Todos os partidos que governaram privatizaram, fizeram PPPs, alimentaram as portas giratórias, aceitaram financiamento dos mesmos grupos.
X. O Que Fazer?
1. Acabar com as portas giratórias: impedir por lei que governantes transitem para empresas dos setores que regularam.
2. Renegociar as PPP: se o risco é público, o lucro também deve ser público.
3. Repensar as privatizações: setores estratégicos (energia, transportes, comunicações, água) não podem estar inteiramente na lógica do lucro privado.
4. Repensar o modelo de ajuda: não pode ser que grandes empresas recebam fundo perdido e famílias recebam empréstimos com juros. Se o Estado empresta, que seja a juro zero, com perdão em caso de impossibilidade.
5. Fortalecer a comunicação social independente: financiamento público para jornalismo de investigação.
6. Acelerar a justiça: dar meios aos tribunais, simplificar procedimentos.
7. Uma nova geração política: que não esteja comprometida com o modelo, que não dependa dos grupos económicos.
XI. Conclusão: A Conta Chega Sempre
A tempestade passou. A reconstrução vai começar. E, como sempre, quem paga a fatia maior da conta somos nós – os contribuintes que já pagaram as privatizações, que pagam as portagens, que pagam a energia mais cara da Europa, e que agora pagam os impostos que financiam a recuperação.
Os lucros já seguiram para os acionistas. A China Three Gorges continua a receber dividendos. A Brisa continua a cobrar portagens. As operadoras continuam com fidelizações absurdas.
Nós continuamos a pagar. Sempre a pagar.
Mas desta vez, não pagamos apenas com impostos. Pagamos também com o nosso endividamento. As famílias que perderam tudo e pediram empréstimos ao Estado vão passar anos a pagar juros. Os pequenos empresários vão ver os seus negócios sobrecarregados com dívidas. Uma nova geração de devedores está a ser criada – não por má gestão, mas porque uma tempestade lhes levou o telhado e o Estado, em vez de ajudar, lhes emprestou dinheiro com juros.
Enquanto isso, nos gabinetes, os administradores das grandes empresas e os ex-governantes que para elas transitaram preparam os próximos contratos, as próximas concessões, as próximas privatizações. O sistema continua. A máquina não para.
Até quando vamos aceitar este modelo? Até quando vamos permitir que o risco seja sempre público e o lucro sempre privado? Até quando o contribuinte será o pagador de última instância de um sistema desenhado para o explorar? Até quando vamos aceitar que quem perde tudo ainda fique a dever?

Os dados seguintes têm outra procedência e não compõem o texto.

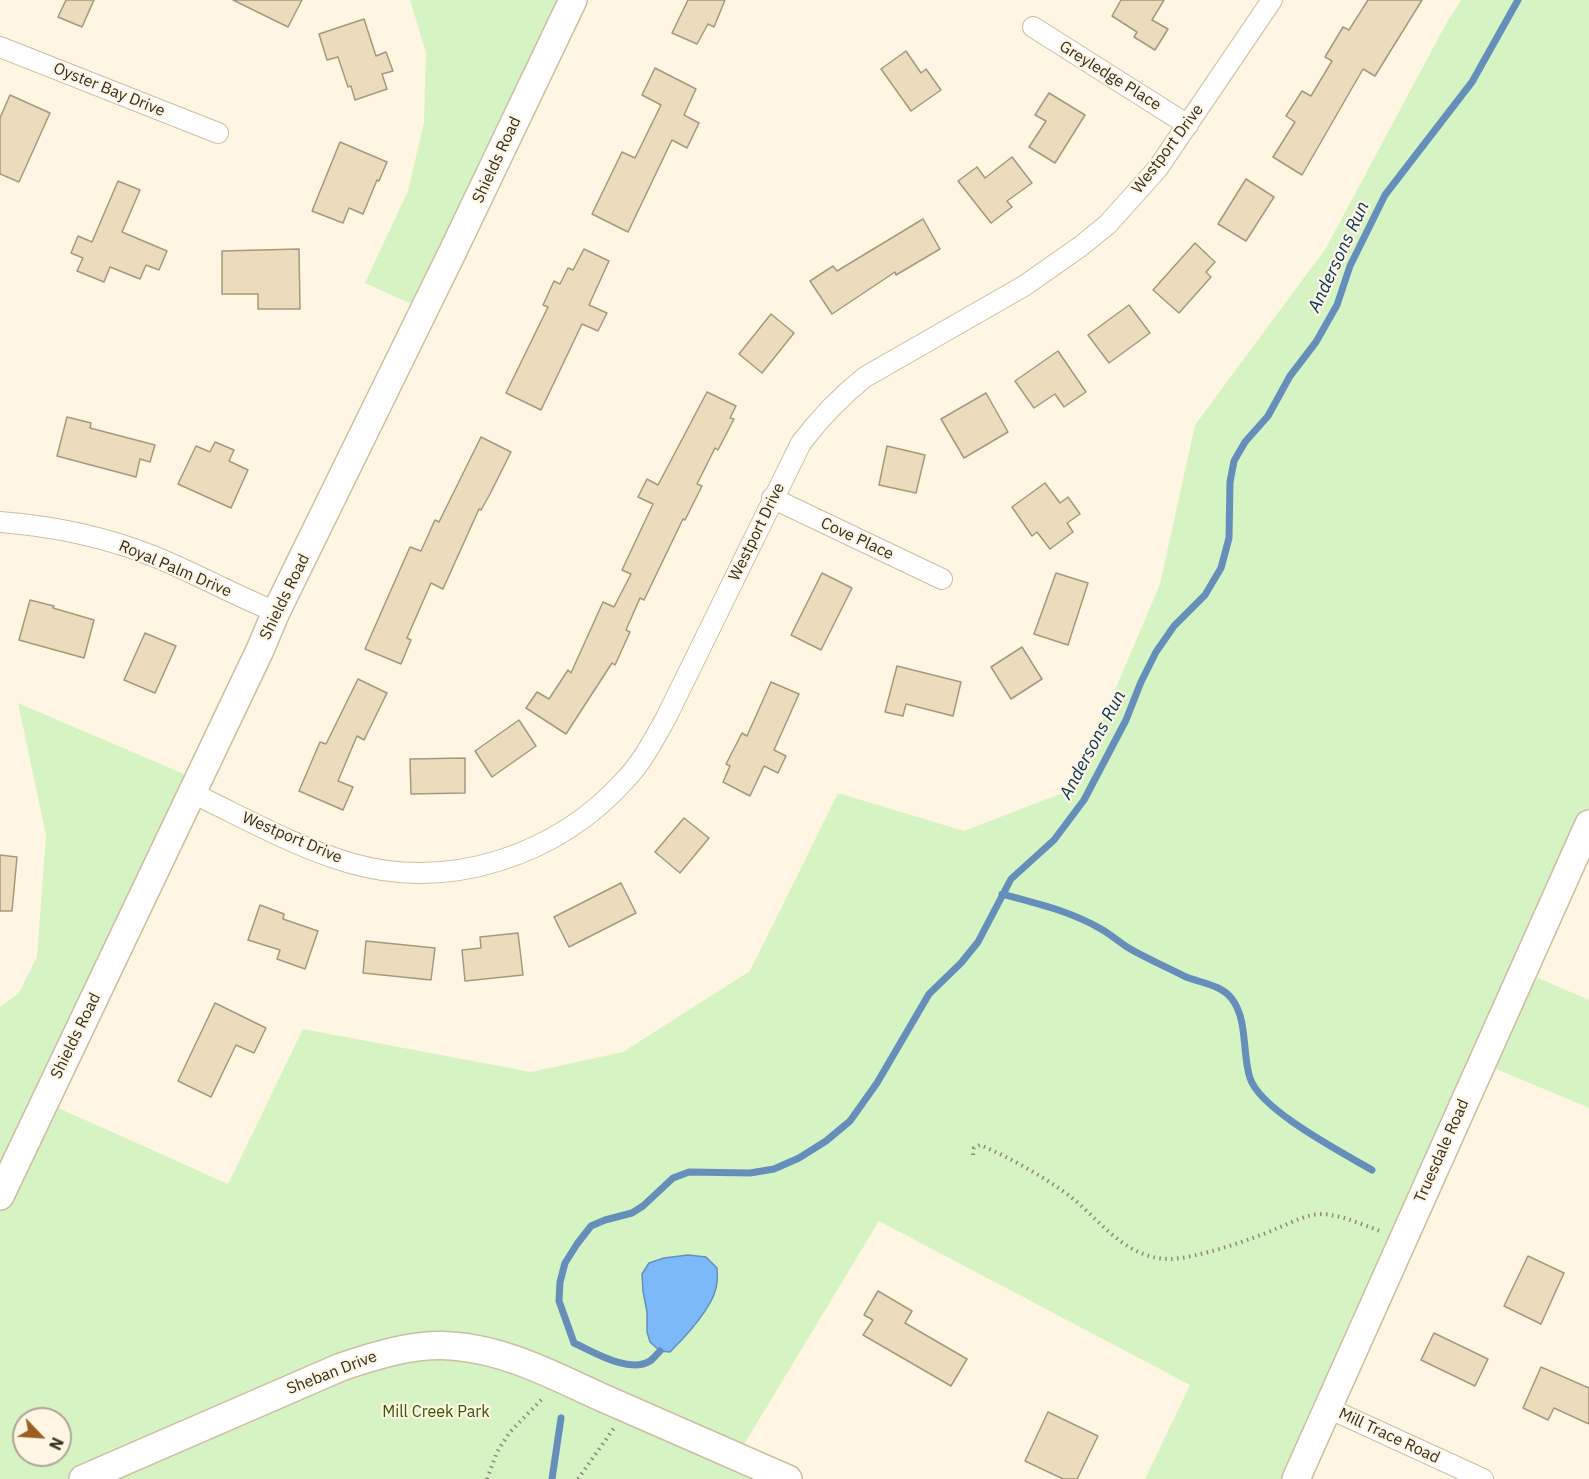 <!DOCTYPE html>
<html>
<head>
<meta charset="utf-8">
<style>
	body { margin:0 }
	#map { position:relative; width:1589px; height:1479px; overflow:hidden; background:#fef6e3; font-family:"IBM Plex Sans",sans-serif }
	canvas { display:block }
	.north { position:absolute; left:12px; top:1407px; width:60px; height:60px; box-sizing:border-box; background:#fef6e3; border:2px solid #ada696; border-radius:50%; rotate:115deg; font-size:16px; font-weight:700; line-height:24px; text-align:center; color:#332e22 }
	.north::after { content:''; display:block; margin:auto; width:21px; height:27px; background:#9b5f22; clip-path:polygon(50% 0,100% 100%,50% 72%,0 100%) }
</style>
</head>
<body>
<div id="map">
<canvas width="1589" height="1479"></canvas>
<div class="north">N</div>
</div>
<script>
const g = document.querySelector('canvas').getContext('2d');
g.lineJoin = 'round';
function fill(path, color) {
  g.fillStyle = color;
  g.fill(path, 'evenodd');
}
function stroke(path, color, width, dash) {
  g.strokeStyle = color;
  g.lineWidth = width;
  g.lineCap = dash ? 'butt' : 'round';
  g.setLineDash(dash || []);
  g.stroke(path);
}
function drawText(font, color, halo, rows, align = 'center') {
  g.font = font + ' "IBM Plex Sans",sans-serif';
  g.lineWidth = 4.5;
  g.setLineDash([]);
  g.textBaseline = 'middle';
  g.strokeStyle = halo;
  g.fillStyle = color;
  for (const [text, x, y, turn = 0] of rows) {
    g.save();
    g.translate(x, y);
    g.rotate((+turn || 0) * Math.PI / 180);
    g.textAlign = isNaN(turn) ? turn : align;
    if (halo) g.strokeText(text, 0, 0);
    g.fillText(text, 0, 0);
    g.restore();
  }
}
const green = new Path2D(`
	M410,0h163l-148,310 -60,-27 43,-92 16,-69 2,-69z
	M1461,0h128v824l-67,147 67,29v108l-107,-45 -186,416h-151l45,-94 -311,-164 -142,235 51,23h-788v-472l19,-14 18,-36 9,-122 -28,-132 180,77 -153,322 183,82 75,-155 228,43 92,-20 127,-81 88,-178 126,38 109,-42 87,-205 35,-159 131,-177 121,-226zM688,1255l18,2 -8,65 -28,30 -23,-20c0,-6 1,-13 0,-20 -2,-21 -9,-29 2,-49l15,-5zM24,1419h36v36h-36z`);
const water = new Path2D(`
	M688,1255l18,2 11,11c0,4 1,9 0,14 -1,23 -31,54 -47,70l-10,-1 -10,-9 -3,-10v-20l-4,-21 -1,-17 7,-11 15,-5z`);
const stream = new Path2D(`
	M1002,894c34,9 68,17 99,35 9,5 17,12 26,18 18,11 38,19 57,29 15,7 37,8 48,23 16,21 10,55 18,79 10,32 93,75 122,92
	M660,1351c-3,3 -7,8 -10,10 -21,13 -56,-9 -76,-18l-15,-42 1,-19 5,-19 12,-19 14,-18 14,-6 27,-7 11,-7 30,-28 16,-6 61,1 24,-4 25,-11 27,-17 24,-20 27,-38 52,-89 32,-31 17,-21 33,-63 43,-39 30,-40 42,-80 15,-38 15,-30 18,-26 31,-31 16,-27 8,-30 1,-56 4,-21 11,-19 23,-26 22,-40 26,-34 21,-37 13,-39 35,-71 87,-113 46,-82
	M552,1479l9,-61`);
const building = new Path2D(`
	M66,0h28l-12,27 -24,-10z
	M233,0h69l-14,27z
	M688,0h37l-11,27 -6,-3 -11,20 -25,-11z
	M1121,0h43l-12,20 16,9 -13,21 -21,-13 3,-5 -25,-16z
	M1368,0h54l-47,76 -12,-7 -61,106 -29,-18 22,-35 -9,-6 16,-25 9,5 21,-35 -7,-4 18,-30 6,3z
	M364,19l12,37 10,-4 7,19 -11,3 5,15 -32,11 -4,-14 -3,1 -10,-30 -11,3 -8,-26z
	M906,51l15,22 5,-4 15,21 -30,21 -30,-42z
	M655,68l41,21 -12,26 15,8 -12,25 -15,-8 -44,92 -36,-18 30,-62 13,6 26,-53 -19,-10z
	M1049,93l36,22 -30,48 -26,-16 17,-26 -11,-6z
	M10,95l40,18 -31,69 -19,-8v-56z
	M340,142l47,20 -8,19 -2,-1 -14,34 -14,-6 -6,15 -31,-12z
	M1012,157l20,26 -25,18 5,6 -21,16 -33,-42 19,-14 8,11z
	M1246,179l28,18 -28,44 -28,-17z
	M118,181l22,9 -18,42 45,19 -8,19 -13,-5 -6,14 -30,-12 -6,15 -27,-11 6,-13 -12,-5 7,-17 14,6z
	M923,219l17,30 -44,26 -1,-3 -63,42 -22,-33 23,-15 4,5z
	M1195,243l20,19 -9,10 5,5 -32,36 -26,-23z
	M299,249l1,60h-42v-15h-36v-43z
	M584,249l25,12 -20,44 18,8 -9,18 -16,-7 -41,86 -35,-17 42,-86 -5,-2 11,-24 6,3 8,-16 5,2z
	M1129,305l21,28 -41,30 -21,-28z
	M771,314l23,19 -32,40 -23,-19z
	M1058,351l28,41 -22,15 -9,-13 -21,14 -19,-27z
	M707,392l29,14 -6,12 4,1 -16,31 -3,-2 -18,36 5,2 -17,34 -2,-1 -39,81 -4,-2 -14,32 4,2 -15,33 -3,-2 -46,71 -40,-26 11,-16 12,7 19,-29 3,3 32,-71 11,5 17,-33 -9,-4 31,-66 -15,-7 9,-18 11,6z
	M986,393l22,39 -44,26 -23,-39z
	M67,417l24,6 -1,5 65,17 -5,17 -10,-3 -4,18 -79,-21z
	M481,437l30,15 -21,42 -9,16 -2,-1 -36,80 -12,-6 -24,55 4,2 -10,24 -36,-15 45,-102 11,4 14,-31 4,2z
	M215,442l19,8 -5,11 19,9 -17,38 -53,-24 18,-38 14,6z
	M887,446l38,9 -9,38 -37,-8z
	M1045,483l15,20 8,-6 12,17 -13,9 6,9 -23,17 -13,-17 -5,4 -20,-29z
	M822,573l30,15 -31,62 -30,-15z
	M1056,573l32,10 -20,62 -34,-11z
	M30,600l24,6 -1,2 41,12 -10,38 -65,-18z
	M145,633l31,13 -21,47 -31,-13z
	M1022,647l20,32 -31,20 -20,-32z
	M897,666l64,16 -8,34 -47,-12 -3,12 -18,-4z
	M358,679l29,14 -23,47 -7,-4 -19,45 15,6 -10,23 -44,-19 21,-49 6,2z
	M771,682l28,12 -25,56 12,6 -8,17 -14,-7 -14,30 -27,-14 7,-16 -4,-2 16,-31 5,3z
	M519,720l17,26 -44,31 -17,-26z
	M465,758v35l-54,1 -1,-35z
	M684,818l25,20 -29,35 -25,-21z
	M0,855l17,2 -5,54h-12z
	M621,883l15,30 -67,34 -15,-30z
	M260,905l24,9 -1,5 35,12 -13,38 -28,-10 3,-9 -32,-10z
	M518,933l5,42 -58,6 -3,-31 19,-2 -1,-11z
	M366,941l69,7 -4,32 -68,-7z
	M215,1003l51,25 -12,25 -18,-8 -25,52 -33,-16z
	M1528,1256l36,17 -23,51 -37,-18z
	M878,1291l34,20 -7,12 62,36 -16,27 -88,-51 10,-15 -9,-5z
	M1434,1333l54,26 -13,27 -54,-26z
	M1541,1367l48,21v36l-35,-16 -6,12 -25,-12z
	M1048,1412l50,24 -21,43h-14l-38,-18z`);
const path = new Path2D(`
	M973,1155l1,-7 6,-3c29,12 66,33 91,52 31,25 54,61 98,62 26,0 84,-20 109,-31 17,-7 34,-17 53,-13 17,3 35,11 52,17
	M487,1479l10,-27 13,-20 34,-35
	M578,1479l36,-51`);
const street = new Path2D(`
	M1033,27l155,98
	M0,47l218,86
	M772,498l170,81
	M0,522c52,4 105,15 153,34 42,17 81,39 123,56
	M192,793c51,24 103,54 158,70 100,29 208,-8 276,-84 17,-18 28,-40 40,-61l135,-275c19,-25 39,-46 64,-66l159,-91 57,-40 27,-22 50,-56 114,-168
	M1328,1408l155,71`);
const secondary = new Path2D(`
	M0,1196l260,-546 16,-38 176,-359 121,-253
	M83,1479l258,-112c36,-12 73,-24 111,-21 55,4 102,30 151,52 62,27 123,54 185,81
	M1296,1479l293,-655`);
const streetNames = [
	["Greyledge Place",1110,76,32],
	["Oyster Bay Drive",109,90,22],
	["Westport Drive",1168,149,-53],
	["Shields Road",497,160,-65],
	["Westport Drive",757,532,-64],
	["Cove Place",857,539,25],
	["Royal Palm Drive",175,569,23],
	["Shields Road",285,597,-64],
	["Westport Drive",292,838,23],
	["Shields Road",76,1036,-64],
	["Truesdale Road",1442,1151,-66],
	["Sheban Drive",332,1373,-21],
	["Mill Trace Road",1389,1436,25]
];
const parkNames = [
	["Mill Creek Park",436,1412]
];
const waterNames = [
	["Andersons Run",1339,257,-65],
	["Andersons Run",1093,745,-62]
];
fill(green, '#d6f3c4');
fill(water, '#7bb9fb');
stroke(water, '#658fba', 1.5);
stroke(stream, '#658fba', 7);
fill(building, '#eadcbc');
stroke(building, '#a6997b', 1.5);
stroke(street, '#cbbe9f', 22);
stroke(secondary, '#cbbe9f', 30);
stroke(path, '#8f8879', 4, [1.5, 4.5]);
stroke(street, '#fff', 20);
stroke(secondary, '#fff', 27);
drawText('16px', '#332e22', '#fef6e3', streetNames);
drawText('16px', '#315803', '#fef6e3', parkNames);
drawText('italic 18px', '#093760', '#fef6e3', waterNames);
</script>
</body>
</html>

A resposta, já sabemos, é a mesma: servem para garantir o lucro em tempo normal. O risco sistémico, o evento catastrófico, o "imprevisível" – isso é sempre transferido para o Estado. Para o contribuinte. Para si. Para mim. Para todos nós.
A conta chega sempre. E quem paga somos sempre nós. Mesmo quando perdemos tudo. Mesmo quando temos de pedir emprestado para reconstruir o pouco que tínhamos.
Para as vítimas de Leiria, de Alvaiázere, de todo o interior: a vossa luta é a nossa luta. A vossa dívida não é vossa. É a fatura de um modelo que há 50 anos transfere riqueza de todos para alguns. Um dia, talvez, essa fatura seja apresentada a quem deve.
Este artigo é dedicado a todos os portugueses que pagam impostos, portagens, eletricidade cara e seguros que não servem para nada. E, em especial, àqueles que, depois de perderem tudo, ainda terão de passar anos a pagar juros ao Estado para reconstruírem o pouco que tinham.